Myopic was still unconscious when the ambulance took him away. We could all see plainly the sharp bulge where his broken collar bone protruded. Soon word arrived that he had recovered fully, but we never saw him again for his parents decided it best to take him out of school. It wasn’t doing him any good in any case. The story went that he suffered an innocent collision playing footy and it was never disputed.
It was 7am. The second wave of troops arrived on the shambles that was Omaha Beach. Men splashed ashore under the saturating fire of the enemy. Landing craft joined the ever-growing graveyard of wrecked, blazing hulks. Each wave of boats gave up its own bloody contribution to the incoming tide, and all along the crescent-shaped strip of beach dead Americans gently nudged each other in the water.

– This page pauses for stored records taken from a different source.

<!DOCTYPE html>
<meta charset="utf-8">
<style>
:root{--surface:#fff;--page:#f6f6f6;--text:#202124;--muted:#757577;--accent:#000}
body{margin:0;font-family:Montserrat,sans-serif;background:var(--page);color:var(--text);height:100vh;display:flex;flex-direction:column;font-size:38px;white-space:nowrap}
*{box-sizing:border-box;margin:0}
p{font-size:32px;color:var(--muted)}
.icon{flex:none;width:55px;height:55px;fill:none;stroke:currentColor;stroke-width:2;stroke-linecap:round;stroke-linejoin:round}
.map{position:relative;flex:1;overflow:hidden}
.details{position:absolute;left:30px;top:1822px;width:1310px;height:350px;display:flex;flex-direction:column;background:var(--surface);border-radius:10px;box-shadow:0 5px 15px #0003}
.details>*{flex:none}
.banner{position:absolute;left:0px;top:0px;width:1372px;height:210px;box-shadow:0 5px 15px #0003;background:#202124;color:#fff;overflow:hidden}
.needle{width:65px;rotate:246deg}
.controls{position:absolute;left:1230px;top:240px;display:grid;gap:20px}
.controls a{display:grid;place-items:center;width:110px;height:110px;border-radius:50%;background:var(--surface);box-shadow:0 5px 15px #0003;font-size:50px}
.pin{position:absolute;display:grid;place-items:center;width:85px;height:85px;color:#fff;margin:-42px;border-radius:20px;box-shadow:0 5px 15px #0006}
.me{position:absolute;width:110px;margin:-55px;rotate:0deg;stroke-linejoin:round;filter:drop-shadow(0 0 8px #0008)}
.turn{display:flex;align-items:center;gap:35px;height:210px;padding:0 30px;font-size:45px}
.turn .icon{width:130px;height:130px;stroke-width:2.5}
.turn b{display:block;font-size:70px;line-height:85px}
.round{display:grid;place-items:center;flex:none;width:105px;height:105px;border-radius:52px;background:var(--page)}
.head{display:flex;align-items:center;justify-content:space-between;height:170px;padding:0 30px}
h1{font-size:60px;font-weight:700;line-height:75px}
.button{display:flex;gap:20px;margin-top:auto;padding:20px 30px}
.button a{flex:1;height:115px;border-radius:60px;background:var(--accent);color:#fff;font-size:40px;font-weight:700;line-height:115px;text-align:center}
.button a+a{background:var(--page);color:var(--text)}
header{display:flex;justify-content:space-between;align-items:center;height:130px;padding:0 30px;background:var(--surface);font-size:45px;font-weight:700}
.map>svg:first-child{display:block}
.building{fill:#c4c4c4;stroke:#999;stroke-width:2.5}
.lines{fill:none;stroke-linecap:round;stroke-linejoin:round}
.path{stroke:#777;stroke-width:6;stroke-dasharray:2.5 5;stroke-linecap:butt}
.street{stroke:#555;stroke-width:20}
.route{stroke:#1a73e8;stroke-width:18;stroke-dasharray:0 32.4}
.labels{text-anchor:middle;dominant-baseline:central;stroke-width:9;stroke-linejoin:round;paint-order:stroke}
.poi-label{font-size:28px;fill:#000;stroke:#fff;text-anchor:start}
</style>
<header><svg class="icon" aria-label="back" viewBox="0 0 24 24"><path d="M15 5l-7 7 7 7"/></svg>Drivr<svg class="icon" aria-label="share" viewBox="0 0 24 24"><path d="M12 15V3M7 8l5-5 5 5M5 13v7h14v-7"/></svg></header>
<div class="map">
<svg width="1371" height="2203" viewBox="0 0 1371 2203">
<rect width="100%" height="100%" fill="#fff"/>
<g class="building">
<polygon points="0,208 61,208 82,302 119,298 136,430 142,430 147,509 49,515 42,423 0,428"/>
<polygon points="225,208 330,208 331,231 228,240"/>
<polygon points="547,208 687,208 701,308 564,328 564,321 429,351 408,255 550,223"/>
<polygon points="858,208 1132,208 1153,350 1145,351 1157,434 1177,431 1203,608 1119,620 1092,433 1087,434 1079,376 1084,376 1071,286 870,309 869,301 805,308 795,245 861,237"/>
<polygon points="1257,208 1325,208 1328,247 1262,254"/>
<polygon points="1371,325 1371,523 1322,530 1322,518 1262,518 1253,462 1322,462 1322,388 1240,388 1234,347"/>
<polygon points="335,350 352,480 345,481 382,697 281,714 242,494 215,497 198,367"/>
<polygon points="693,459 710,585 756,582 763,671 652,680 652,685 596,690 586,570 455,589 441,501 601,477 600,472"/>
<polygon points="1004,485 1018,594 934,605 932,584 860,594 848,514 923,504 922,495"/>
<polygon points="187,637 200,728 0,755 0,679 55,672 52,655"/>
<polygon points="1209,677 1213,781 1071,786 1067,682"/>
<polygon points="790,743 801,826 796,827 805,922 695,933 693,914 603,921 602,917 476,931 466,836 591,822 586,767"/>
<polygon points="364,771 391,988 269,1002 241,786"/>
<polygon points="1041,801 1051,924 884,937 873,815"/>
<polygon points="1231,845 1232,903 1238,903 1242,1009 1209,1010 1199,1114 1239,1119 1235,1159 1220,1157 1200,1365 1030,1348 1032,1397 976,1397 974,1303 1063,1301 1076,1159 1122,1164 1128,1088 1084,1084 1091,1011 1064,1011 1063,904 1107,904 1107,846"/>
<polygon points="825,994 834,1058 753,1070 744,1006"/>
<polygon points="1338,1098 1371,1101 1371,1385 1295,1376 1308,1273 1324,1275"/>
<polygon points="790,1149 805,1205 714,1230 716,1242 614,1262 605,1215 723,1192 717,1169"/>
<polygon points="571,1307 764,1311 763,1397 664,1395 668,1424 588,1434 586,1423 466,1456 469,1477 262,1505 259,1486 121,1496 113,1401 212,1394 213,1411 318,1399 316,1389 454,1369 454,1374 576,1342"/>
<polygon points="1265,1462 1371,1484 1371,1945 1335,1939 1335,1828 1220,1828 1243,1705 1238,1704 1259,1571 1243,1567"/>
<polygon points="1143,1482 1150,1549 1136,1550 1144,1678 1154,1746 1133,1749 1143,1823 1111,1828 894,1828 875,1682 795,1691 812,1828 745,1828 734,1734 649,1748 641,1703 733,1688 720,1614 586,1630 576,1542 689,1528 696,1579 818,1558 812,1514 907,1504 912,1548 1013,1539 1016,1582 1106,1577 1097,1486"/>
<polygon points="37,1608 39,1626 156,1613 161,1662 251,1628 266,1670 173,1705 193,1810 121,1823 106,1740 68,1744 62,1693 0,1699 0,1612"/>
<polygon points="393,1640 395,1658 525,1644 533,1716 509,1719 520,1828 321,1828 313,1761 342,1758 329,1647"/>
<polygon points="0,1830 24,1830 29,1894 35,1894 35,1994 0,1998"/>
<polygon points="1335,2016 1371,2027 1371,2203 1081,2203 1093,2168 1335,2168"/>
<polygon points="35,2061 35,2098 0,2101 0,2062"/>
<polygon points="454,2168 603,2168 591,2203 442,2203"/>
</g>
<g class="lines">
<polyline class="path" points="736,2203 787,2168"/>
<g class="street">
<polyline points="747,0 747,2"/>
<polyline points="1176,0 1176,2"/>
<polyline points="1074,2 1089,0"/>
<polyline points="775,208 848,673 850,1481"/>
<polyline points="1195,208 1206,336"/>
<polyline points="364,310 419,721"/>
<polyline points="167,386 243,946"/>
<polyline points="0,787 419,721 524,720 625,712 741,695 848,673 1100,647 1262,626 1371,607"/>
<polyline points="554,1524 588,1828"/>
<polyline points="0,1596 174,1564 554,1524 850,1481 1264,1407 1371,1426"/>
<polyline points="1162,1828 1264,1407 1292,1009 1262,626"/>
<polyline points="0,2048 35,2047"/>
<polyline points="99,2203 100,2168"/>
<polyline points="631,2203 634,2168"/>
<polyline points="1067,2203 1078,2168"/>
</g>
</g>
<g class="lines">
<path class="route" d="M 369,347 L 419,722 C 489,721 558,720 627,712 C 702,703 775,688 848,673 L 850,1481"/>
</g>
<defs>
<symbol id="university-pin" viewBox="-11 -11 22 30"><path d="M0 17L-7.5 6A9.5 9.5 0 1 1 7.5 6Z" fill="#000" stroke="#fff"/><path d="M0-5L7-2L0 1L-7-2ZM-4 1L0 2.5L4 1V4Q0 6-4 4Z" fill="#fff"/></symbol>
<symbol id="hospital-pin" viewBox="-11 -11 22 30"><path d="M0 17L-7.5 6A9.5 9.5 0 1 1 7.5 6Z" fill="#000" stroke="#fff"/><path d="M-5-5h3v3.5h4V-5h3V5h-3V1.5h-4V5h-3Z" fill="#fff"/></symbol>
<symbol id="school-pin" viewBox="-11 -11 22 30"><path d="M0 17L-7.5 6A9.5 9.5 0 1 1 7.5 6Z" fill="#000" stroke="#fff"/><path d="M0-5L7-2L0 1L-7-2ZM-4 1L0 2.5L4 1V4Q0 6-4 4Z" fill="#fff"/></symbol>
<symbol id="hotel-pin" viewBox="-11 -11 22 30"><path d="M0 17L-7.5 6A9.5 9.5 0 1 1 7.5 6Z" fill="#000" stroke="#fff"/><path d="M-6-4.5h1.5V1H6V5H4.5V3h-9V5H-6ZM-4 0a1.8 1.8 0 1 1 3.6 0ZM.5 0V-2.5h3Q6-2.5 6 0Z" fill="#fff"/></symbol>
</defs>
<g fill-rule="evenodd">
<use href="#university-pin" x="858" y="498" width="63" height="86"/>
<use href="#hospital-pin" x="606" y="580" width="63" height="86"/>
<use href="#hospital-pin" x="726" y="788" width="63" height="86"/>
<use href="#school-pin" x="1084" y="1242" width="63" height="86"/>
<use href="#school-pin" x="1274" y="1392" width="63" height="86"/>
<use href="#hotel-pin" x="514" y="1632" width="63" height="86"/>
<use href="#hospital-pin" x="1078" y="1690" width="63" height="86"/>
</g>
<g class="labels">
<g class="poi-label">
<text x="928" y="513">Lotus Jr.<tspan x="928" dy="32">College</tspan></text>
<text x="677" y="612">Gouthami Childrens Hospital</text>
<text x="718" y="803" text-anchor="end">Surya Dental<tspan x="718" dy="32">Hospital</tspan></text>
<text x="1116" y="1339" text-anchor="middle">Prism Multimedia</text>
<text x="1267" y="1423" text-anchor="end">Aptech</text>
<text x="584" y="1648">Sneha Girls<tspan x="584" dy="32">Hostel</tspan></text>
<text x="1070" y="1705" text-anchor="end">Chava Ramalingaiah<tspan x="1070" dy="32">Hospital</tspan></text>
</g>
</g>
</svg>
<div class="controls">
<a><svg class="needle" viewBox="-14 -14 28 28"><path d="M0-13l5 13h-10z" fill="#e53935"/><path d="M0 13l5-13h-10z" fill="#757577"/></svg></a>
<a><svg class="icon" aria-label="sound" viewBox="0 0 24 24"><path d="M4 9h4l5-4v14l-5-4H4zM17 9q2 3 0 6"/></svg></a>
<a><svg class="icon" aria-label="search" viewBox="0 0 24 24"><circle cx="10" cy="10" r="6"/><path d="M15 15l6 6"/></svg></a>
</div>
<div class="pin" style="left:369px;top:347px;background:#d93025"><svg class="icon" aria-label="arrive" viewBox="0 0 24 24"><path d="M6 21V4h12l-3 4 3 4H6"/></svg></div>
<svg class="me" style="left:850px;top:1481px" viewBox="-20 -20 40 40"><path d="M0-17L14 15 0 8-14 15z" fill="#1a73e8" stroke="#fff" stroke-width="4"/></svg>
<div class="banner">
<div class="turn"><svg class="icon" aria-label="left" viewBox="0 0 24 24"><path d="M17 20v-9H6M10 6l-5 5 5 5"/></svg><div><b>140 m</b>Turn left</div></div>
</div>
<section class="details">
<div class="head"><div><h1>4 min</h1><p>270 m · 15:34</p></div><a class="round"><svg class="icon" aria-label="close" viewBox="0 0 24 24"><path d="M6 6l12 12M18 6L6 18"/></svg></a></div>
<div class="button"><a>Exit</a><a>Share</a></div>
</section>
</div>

A film I saw with reluctance. I read The Longest Day and just plain didn’t want to see the movie when it was released despite the presence of John Wayne and lots of other favourite actors (how could they miss?) I think I had just seen one American war movie too many. Anyway, I knew it was in black and white, which was inappropriate to any epic. And I knew too that no movie could match the horror to be found in the book. I was right. The lack of colour made it seem like the same old WWII footage (despite the wide screen and thundering sound), Wayne was really the only performer big enough not to be swallowed by the enormity of the events, and there were no American bodies bumping gently against each other in the red water. There just wasn’t anything the film could do that the book didn’t take care of. Cornelius Ryan was very brave to take on such a huge subject and put it in such a small space.